When the reminder appears, send a message. Don't overthink it. "Hey, been thinking about you" is enough. A photo from your day. A link to something they'd like. The content is secondary to the fact that you showed up.
The Magic of Low Expectations
The best rhythms have no pressure. If someone doesn't respond, you still send your next check-in. If you're traveling, you send a quick "hope you're well" instead of a detailed catch-up. The goal isn't a perfect conversation. The goal is presence.
My cousin and I have a monthly photo exchange. No captions required. Just one picture from our lives. Sometimes it's a sunset. Sometimes it's a messy kitchen. The photos say "I'm here" without demanding a reply.
This low-pressure approach is what makes rhythms sustainable. You're not trying to maintain five intense friendships. You're maintaining five lines of communication.
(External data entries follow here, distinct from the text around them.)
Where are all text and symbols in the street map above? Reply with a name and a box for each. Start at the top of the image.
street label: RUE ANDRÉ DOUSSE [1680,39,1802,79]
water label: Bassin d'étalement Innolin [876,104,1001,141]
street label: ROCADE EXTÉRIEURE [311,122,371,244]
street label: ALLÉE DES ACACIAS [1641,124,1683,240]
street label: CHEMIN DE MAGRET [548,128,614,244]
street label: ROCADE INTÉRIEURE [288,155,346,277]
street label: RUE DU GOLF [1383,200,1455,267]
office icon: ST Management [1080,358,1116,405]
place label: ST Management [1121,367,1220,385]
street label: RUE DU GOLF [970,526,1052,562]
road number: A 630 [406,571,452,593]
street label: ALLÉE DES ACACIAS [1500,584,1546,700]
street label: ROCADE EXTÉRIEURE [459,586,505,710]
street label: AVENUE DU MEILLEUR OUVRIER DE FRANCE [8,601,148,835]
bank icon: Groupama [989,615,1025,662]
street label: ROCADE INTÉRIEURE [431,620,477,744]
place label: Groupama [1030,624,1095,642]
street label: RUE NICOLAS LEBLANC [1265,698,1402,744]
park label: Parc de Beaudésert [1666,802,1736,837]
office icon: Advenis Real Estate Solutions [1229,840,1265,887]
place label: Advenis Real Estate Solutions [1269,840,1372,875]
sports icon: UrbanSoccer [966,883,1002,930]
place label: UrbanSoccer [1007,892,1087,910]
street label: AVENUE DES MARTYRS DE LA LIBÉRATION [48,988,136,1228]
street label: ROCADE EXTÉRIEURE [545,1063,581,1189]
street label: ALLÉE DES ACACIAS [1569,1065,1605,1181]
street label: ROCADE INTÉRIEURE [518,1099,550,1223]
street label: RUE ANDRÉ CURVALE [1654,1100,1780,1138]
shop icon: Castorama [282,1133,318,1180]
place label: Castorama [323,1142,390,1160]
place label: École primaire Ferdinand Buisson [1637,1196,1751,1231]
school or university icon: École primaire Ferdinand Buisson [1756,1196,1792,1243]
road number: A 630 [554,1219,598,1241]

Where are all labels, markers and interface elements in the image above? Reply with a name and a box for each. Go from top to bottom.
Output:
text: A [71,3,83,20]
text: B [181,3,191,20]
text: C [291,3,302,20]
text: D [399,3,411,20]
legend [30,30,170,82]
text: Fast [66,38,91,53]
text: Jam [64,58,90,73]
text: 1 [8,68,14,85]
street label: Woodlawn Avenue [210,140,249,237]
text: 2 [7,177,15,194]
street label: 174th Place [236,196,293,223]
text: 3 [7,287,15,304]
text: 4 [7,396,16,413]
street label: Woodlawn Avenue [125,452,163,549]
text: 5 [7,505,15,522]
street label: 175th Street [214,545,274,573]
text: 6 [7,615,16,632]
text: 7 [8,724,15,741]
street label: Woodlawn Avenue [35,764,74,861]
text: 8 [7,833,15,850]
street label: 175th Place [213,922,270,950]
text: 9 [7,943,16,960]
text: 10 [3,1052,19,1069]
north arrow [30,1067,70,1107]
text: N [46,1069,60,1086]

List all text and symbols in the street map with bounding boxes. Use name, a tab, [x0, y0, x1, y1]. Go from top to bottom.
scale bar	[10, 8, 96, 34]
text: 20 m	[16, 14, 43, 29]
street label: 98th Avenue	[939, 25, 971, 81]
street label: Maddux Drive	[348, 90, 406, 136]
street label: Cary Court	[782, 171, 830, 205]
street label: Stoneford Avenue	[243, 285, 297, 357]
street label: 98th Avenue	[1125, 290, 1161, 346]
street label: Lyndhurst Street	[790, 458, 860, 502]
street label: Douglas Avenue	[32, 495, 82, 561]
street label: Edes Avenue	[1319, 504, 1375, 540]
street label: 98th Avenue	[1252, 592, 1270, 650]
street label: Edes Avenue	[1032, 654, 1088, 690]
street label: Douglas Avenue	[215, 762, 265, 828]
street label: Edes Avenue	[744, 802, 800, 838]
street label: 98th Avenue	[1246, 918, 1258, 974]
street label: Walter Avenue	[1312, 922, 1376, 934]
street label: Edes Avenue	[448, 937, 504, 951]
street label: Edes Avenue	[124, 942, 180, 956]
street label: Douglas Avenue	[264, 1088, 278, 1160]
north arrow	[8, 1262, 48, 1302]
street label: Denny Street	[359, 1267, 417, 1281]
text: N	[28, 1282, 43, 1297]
The depth comes naturally from the consistency.
Real Contact Rhythms in Practice
The Former Colleague Who Becomes a Job Lead
Sarah, the manager who emailed me about the job, keeps a simple spreadsheet. Three columns: name, last contact date, rhythm frequency. Every Monday, she spends twenty minutes sending three emails. That's it.
Her system is basic but consistent. She doesn't wait for a reason to reach out. The rhythm creates the reason. When she sees a former direct report post about a new certification, she adds it to her next check-in. "Saw your post about the AWS cert—impressive." That's the whole email.
Because she reaches out every eight weeks, she knows what's happening in people's careers. She hears about moves and changes. When her company opened a role requiring my specific background, she didn't have to search her memory. I was already on her mind.
The job she sent me wasn't posted publicly. It was a senior role filled through internal referrals. Her rhythm put me in that referral pool.
The Friend Who Moved Away
When my friend Rachel relocated to Seattle, we promised to stay close. For six months, we didn't talk once. The time zone difference became an excuse. Then we set up a monthly video call. First Sunday of every month, 7pm my time, 4pm hers. We put it in both our calendars.
That was two years ago. We've missed maybe two calls. The rhythm removed all the scheduling back-and-forth. We both know when we'll talk next, so we don't worry about it in between.
Sometimes we talk for an hour. Sometimes fifteen minutes. The length doesn't matter. The regularity does. Our friendship feels closer now than when we lived in the same city.
The Professional Mentor Relationship
My mentor David is twenty years older and runs a company. He's busy. I'm busy. We used to try to schedule quarterly lunches, but they'd get pushed and rescheduled until six months passed.
Now I email him the first Friday of every month. One paragraph. What I'm working on, one challenge, one win. He replies when he can—sometimes immediately, sometimes a week later. The rhythm keeps him updated without demanding his time.
Last month, he connected me with a potential client based on something I'd mentioned three months earlier. He'd been thinking about it. The monthly rhythm meant he had recent context. He didn't have to dig through old emails to remember what I do.
Why Most Relationship Habits Fail
People try to stay in touch with grand plans. Monthly dinners with ten friends. Weekly calls with everyone. They burn through their energy in a month.
The problem is unsustainable ambition. You can't maintain forty close relationships. But you can maintain forty contact rhythms at different frequencies.
The key is matching the rhythm to the relationship tier:
- Inner circle: Weekly or bi-weekly. These are your people.
- Middle circle: Monthly. Friends you want to keep warm.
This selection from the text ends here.